Iraq: Bombing Creates New Enemies

By Dahr Jamail, IPS News. Posted February 14, 2008.

Now that the smoke has cleared and the rubble settled, residents of a group of bombed Iraqi villages see the raid as really a U.S. loss.

Many Iraqis view the attack Jan. 10 by bombers and F-16 jets on a cluster of villages in the Latifiya district south of Baghdad as overkill.

"The use of B1 bombers shows the terrible failure of the U.S. campaign in Iraq," Iraqi Major General Muhammad al-Azzawy, a military researcher in Baghdad, told IPS. "U.S. military and political tactics failed in this area, and that is why this massacre. This kind of bombing is usually used for much bigger targets than small villages full of civilians. This was savagery."

The attack on Juboor and neighbouring villages just south of Baghdad had begun a week earlier with heavy artillery and tank bombardment. The attack followed strong resistance from members of the mainly Sunni Muslim al-Juboor tribe against groups that residents described as sectarian death squads.

"On Jan. 10, huge aircraft started bombing the villages," Ahmad Alwan from a village near Juboor told IPS. "We took our families and fled. We have never seen such bombardment since the 2003 American invasion. They were bombing everything and everybody."

Residents said two B1 bombers and four F-16 fighter jets dropped at least 40,000 pounds of explosives on the villages and plantations within a span of 10 minutes.
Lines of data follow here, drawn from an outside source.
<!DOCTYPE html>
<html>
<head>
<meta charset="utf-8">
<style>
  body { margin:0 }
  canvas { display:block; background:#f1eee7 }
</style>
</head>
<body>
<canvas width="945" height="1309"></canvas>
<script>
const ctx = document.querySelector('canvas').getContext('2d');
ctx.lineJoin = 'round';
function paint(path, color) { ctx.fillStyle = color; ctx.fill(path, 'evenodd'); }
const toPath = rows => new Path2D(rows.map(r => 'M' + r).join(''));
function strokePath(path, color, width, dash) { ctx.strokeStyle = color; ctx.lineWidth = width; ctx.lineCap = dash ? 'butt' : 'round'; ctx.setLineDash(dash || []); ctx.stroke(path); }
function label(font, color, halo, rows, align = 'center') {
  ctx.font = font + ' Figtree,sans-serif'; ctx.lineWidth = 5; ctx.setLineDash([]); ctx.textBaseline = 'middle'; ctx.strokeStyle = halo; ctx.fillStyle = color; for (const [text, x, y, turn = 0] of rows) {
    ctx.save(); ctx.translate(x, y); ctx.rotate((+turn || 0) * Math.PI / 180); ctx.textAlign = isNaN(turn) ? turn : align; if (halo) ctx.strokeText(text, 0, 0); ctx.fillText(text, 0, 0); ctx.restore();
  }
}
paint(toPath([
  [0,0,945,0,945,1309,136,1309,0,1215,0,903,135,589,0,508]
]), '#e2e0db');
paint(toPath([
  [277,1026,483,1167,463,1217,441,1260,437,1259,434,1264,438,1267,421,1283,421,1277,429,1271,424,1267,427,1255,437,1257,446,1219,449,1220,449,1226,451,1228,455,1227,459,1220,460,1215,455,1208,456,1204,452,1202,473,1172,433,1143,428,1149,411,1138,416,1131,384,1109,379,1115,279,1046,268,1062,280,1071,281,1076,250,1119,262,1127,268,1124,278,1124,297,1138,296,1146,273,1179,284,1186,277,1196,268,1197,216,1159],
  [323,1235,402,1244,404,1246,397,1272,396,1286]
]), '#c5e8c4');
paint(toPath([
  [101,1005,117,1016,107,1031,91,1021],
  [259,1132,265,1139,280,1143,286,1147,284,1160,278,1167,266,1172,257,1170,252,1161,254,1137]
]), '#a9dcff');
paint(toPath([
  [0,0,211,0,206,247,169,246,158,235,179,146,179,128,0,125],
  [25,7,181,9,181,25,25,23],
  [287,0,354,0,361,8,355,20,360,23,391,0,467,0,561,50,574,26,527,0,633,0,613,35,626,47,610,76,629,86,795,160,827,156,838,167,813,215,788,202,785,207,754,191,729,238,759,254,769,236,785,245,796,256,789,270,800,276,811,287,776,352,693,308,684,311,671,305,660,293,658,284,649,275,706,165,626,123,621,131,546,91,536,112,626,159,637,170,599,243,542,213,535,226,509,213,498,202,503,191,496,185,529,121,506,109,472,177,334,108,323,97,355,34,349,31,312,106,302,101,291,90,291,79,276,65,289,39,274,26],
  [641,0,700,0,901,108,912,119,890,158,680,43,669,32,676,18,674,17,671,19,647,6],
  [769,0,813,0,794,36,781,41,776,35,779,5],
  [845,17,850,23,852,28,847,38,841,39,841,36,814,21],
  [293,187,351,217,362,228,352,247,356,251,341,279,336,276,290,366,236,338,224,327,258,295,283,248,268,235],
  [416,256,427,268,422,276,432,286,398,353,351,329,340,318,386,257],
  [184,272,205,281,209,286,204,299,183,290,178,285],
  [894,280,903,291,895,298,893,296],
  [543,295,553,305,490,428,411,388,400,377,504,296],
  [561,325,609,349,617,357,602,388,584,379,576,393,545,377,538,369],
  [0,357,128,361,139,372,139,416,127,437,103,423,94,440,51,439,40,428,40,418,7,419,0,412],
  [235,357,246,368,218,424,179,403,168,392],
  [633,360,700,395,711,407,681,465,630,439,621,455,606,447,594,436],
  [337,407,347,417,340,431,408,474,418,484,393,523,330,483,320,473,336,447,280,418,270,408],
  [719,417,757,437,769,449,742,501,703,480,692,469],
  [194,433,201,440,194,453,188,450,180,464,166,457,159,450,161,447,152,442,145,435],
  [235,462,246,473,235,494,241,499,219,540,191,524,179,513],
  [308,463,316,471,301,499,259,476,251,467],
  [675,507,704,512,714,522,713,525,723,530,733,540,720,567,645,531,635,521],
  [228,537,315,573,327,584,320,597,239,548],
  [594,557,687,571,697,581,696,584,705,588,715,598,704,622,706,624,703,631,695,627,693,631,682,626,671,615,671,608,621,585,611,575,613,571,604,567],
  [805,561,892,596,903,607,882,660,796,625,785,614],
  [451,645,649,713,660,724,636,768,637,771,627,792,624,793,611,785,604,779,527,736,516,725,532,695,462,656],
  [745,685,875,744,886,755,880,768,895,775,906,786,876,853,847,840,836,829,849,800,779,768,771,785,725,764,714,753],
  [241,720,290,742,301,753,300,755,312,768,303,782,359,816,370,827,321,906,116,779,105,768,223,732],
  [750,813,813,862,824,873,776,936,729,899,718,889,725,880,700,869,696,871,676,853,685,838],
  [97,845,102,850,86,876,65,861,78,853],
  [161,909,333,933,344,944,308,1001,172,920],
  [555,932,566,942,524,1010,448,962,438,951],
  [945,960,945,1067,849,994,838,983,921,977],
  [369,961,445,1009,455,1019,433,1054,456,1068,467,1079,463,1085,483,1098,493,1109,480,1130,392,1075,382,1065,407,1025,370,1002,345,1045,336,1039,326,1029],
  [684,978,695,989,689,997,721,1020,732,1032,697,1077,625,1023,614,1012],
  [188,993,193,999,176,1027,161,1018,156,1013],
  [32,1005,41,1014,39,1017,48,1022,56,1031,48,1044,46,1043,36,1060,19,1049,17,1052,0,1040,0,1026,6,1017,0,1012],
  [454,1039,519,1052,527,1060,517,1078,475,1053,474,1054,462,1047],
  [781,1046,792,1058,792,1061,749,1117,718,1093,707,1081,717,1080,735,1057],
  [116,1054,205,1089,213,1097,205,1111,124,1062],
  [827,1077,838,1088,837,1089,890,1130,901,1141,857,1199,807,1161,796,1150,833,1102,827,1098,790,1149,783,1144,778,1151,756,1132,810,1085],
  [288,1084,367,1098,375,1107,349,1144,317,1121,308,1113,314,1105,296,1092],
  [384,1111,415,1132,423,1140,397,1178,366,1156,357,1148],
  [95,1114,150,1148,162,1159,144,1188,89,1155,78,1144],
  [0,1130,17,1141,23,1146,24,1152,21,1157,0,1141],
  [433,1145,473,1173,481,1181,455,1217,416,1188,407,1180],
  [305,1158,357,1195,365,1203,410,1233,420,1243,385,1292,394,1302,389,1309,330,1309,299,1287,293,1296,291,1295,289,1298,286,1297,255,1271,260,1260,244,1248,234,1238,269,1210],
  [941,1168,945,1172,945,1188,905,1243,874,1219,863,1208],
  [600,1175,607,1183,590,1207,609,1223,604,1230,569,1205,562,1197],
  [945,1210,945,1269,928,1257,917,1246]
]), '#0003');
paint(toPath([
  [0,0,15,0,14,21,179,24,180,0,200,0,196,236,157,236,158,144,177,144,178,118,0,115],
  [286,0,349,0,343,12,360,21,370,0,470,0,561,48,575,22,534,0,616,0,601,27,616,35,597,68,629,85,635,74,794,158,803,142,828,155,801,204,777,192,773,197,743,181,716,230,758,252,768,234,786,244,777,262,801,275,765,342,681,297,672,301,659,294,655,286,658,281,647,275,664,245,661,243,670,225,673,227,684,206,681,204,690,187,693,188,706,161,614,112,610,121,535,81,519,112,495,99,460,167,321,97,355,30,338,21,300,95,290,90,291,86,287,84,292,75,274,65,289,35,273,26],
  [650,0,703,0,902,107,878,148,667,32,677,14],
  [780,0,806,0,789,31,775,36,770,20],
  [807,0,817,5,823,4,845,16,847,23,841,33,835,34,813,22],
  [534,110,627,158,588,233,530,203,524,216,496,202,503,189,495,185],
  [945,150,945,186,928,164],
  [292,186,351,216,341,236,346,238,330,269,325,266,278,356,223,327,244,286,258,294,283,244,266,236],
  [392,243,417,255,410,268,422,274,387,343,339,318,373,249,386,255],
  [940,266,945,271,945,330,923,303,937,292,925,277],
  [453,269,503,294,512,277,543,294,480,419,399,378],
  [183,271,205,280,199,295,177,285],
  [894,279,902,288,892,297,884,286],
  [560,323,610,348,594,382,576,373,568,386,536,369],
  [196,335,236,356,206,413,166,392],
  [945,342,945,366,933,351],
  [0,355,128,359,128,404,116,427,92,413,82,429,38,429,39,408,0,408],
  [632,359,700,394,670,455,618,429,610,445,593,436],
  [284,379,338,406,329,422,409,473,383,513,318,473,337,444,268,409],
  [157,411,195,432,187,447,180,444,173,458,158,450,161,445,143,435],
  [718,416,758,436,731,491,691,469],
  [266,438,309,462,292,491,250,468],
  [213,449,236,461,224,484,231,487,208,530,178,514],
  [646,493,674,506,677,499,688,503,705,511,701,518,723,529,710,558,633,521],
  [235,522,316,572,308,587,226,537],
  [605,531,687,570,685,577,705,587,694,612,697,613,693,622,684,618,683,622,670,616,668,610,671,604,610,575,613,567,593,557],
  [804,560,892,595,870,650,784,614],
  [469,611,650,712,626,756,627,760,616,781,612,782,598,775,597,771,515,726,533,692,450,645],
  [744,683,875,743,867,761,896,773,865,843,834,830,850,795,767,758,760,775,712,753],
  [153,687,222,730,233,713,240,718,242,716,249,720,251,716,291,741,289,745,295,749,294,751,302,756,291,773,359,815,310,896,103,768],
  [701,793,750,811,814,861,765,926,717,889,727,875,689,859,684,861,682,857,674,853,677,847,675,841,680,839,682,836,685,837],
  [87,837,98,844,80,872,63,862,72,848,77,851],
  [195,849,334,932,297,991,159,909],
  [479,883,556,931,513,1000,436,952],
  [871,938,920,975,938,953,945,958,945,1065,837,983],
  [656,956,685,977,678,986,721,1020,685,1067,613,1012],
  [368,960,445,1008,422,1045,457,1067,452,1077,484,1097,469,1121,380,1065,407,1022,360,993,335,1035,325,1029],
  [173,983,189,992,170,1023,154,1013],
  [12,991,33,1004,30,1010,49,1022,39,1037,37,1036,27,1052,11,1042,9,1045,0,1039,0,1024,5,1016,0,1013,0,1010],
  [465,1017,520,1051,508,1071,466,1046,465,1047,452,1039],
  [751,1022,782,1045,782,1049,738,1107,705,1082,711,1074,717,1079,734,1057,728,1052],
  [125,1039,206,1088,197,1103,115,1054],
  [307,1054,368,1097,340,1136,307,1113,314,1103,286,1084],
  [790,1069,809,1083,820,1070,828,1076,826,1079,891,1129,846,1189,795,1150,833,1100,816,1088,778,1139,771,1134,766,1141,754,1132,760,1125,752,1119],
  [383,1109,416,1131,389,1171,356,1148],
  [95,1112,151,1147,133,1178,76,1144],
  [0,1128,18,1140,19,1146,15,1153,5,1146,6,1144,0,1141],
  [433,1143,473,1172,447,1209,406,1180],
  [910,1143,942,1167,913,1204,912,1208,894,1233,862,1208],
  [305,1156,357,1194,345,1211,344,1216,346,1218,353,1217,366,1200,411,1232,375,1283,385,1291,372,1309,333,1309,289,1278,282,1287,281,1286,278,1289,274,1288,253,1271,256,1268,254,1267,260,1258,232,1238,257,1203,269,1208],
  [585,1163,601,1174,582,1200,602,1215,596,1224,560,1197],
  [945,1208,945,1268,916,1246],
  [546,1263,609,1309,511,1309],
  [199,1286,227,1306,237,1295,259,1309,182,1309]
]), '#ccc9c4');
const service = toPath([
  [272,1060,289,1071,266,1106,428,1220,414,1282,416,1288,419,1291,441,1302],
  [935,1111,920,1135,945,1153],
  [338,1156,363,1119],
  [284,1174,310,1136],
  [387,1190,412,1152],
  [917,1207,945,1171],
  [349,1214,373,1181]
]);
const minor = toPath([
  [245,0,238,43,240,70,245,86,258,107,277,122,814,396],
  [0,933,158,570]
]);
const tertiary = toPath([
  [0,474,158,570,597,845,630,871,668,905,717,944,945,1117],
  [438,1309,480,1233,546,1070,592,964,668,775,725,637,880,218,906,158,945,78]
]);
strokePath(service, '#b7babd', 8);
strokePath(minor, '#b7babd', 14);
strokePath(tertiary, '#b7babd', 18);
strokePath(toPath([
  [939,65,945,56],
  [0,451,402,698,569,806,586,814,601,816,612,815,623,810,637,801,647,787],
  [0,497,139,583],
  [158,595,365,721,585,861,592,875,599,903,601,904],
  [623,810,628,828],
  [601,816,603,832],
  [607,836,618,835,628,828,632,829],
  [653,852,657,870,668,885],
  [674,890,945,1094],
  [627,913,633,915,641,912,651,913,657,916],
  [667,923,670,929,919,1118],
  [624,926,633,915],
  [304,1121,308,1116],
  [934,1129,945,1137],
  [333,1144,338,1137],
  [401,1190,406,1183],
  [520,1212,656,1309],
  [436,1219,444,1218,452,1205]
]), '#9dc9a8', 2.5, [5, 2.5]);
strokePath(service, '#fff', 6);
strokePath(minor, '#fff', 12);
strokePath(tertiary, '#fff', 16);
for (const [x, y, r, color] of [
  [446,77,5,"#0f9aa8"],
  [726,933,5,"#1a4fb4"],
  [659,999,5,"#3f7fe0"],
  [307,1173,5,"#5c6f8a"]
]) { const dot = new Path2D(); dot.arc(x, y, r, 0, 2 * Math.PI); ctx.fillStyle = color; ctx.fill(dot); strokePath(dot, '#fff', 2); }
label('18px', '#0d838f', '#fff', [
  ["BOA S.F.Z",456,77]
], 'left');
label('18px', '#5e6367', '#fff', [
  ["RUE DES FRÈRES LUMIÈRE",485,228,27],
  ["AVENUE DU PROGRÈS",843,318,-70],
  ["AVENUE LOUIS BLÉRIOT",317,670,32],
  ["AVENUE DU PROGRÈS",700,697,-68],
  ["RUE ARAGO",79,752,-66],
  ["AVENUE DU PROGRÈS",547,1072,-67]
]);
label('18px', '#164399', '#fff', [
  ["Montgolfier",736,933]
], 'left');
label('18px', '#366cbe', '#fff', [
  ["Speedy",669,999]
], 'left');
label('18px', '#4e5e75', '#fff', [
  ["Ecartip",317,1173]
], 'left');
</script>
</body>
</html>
"The al-Qaeda name is used once more to destroy another Sunni area," Akram Naji, a lawyer in Baghdad who has relatives in Juboor told IPS. "Americans are still supporting Iranian influence in Iraq by cleansing Baghdad and surroundings of Sunnis."

The cluster of Sunni villages was bombed just weeks after the U.S. military encouraged families to return to their village after heavy bombing earlier in which scores of people were killed. Many residents had fled fearing sectarian death squads, which they say were backed by the U.S.

Few people in the village now talk the language of reconciliation of U.S. President George W. Bush and of some Iraqis in the U.S.-backed government in Baghdad.

"We have no alternative but to fight this occupation and its allies," a former army officer in Baghdad speaking on condition of anonymity told IPS. "We can see clearly now that Americans came with the idea that we, Sunni Arabs, are the enemies they have in mind no matter what we do to please them. We will fight for our existence, and this massacre will not go unpunished."